WIPO Standard ST.25, which was adopted in 1998 and has not been revised since that time, requires a flat file structure of numeric identifiers using a limited set of character codes. In October 2010, the CWS established a Task Force, designating the EPO as the Task Force Leader, to draft a revised standard (WIPO Standard ST.26) for the filing of nucleotide and/or amino acid sequence listings in XML format. A first user consultation was conducted on a draft version of WIPO Standard ST.26 in 2012, following which the draft was further amended by the Task Force in response to comments received.  WIPO Standard ST.26 was formally adopted by the CWS in March 2016; its implementation was however postponed until the recommendations for the transition from WIPO Standard ST.25 to WIPO Standard ST.26 would be agreed on by the CWS at its next session to be held in 2017. Meanwhile, WIPO Standard ST.25 should continue to be used. WIPO Standard ST.26, as adopted in March 2016, is composed of six documents, namely, the main body of the standard, a first annex setting forth the controlled vocabulary for use with the sequence part of the standard, a second annex setting forth the Document Type Definition (DTD) for the standard, a third annex containing a sequence listing specimen, a fourth annex setting forth the character subset from the Unicode Basic Latin Code Table, and a fifth annex setting forth additional data exchange requirements for patent offices.

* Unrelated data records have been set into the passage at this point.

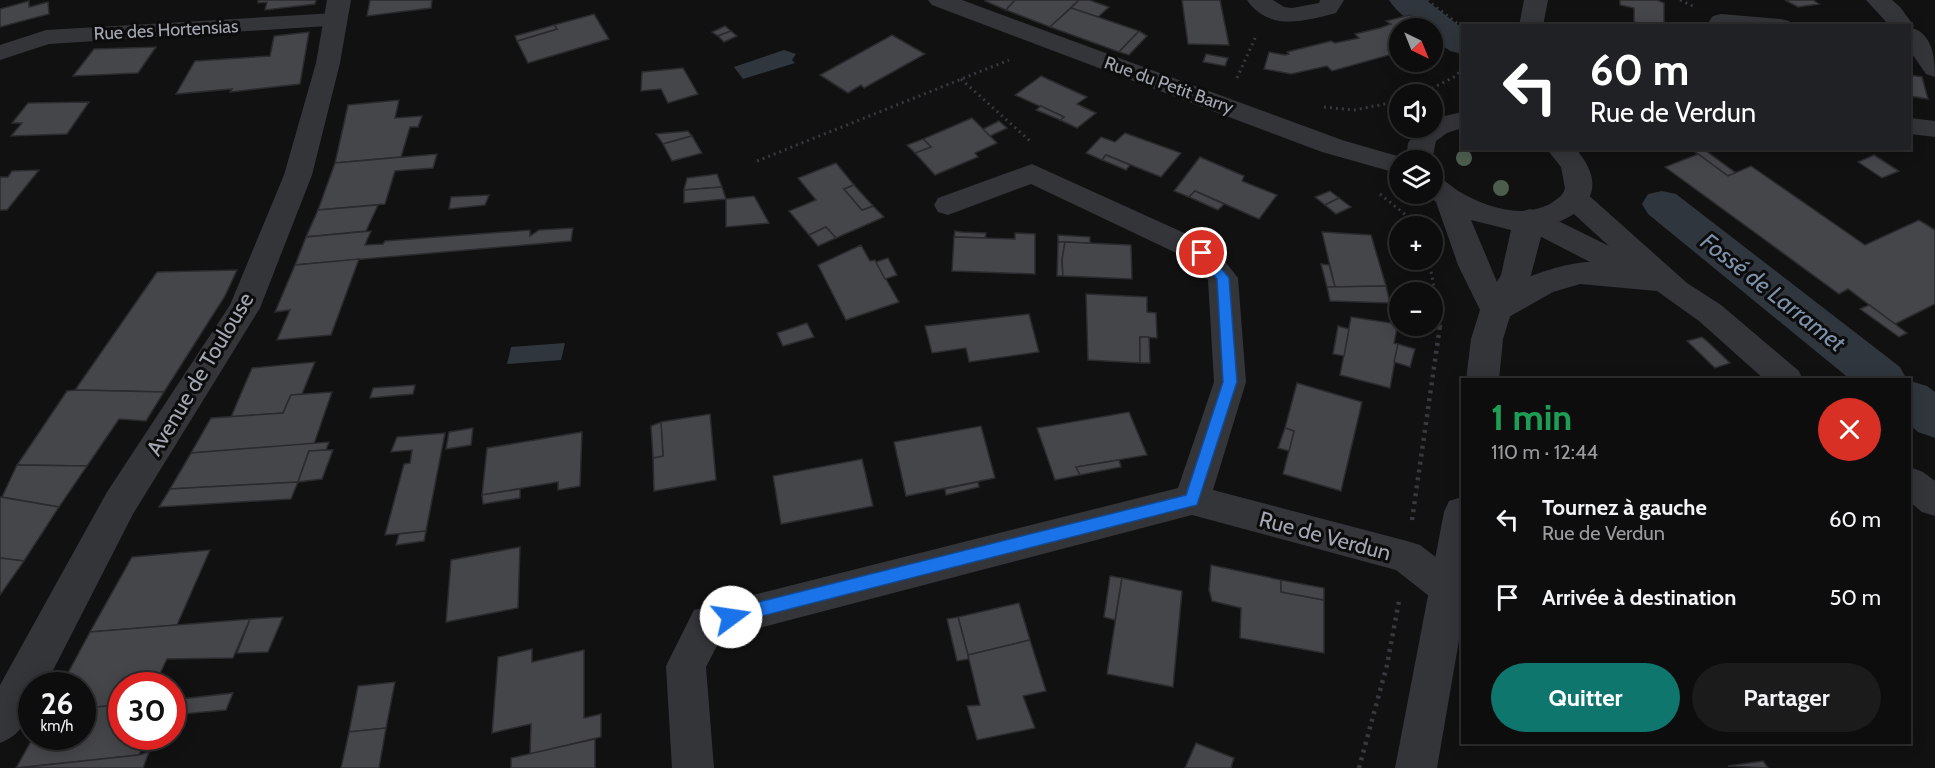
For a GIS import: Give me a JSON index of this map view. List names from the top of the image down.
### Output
{
  "streets": {
    "street": [
      "Rue des Hortensias",
      "Rue du Petit Barry",
      "Avenue de Toulouse",
      "Rue de Verdun"
    ]
  },
  "crossings": [
    ["Rue des Hortensias", "Avenue de Toulouse"]
  ],
  "water": ["Fossé de Larramet"],
  "north": "bottom right",
  "page": {
    "map_buttons": ["+", "−"],
    "turn": ["60 m", "Rue de Verdun"],
    "heading": ["1 min", "110 m · 12:44"],
    "list": [
      {
        "name": "Tournez à gauche",
        "note": "Rue de Verdun",
        "value": "60 m"
      },
      {
        "name": "Arrivée à destination",
        "value": "50 m"
      }
    ],
    "buttons": ["Quitter", "Partager"],
    "speed": "26 km/h",
    "limit": "30"
  }
}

Since the adoption of the new Standard, the main body, the controlled vocabulary, and the DTD have been further amended and updated. In addition, a guidance document has been included as Annex VI.

III. Request for comments

The EPO invites users to provide their feedback on the documents published together with this announcement, as revised subsequent to the adoption of the Standard in March 2016.

Users' comments would be particularly appreciated on the following:

a) WIPO Standard ST.26 Main Body

Since the first consultation, the main body of WIPO Standard ST.26 has been revised, inter alia, to define a ‘‘nucleotide'' to include nucleotide analogues and to provide further guidance on representation of nucleotide analogue sequences and variant sequences that have been disclosed as a single sequence with enumerated alternative variant residues at one or more positions. The EPO invites users to comment on the revised text of the main body and, in particular welcomes any suggestions to add details or clarify the language as appropriate.

b) Guidance Document

One goal of the development of a WIPO Standard for sequence listings is to allow patent applicants to draw up a single sequence listing in a patent application that would be acceptable for the purposes of both international and national or regional prosecution worldwide. Any new standard should represent the maximum requirements for any sequence listing submission.

The purpose of the guidance document is to facilitate applicants' and patent offices' understanding of the requirements for inclusion and representation of sequence disclosures.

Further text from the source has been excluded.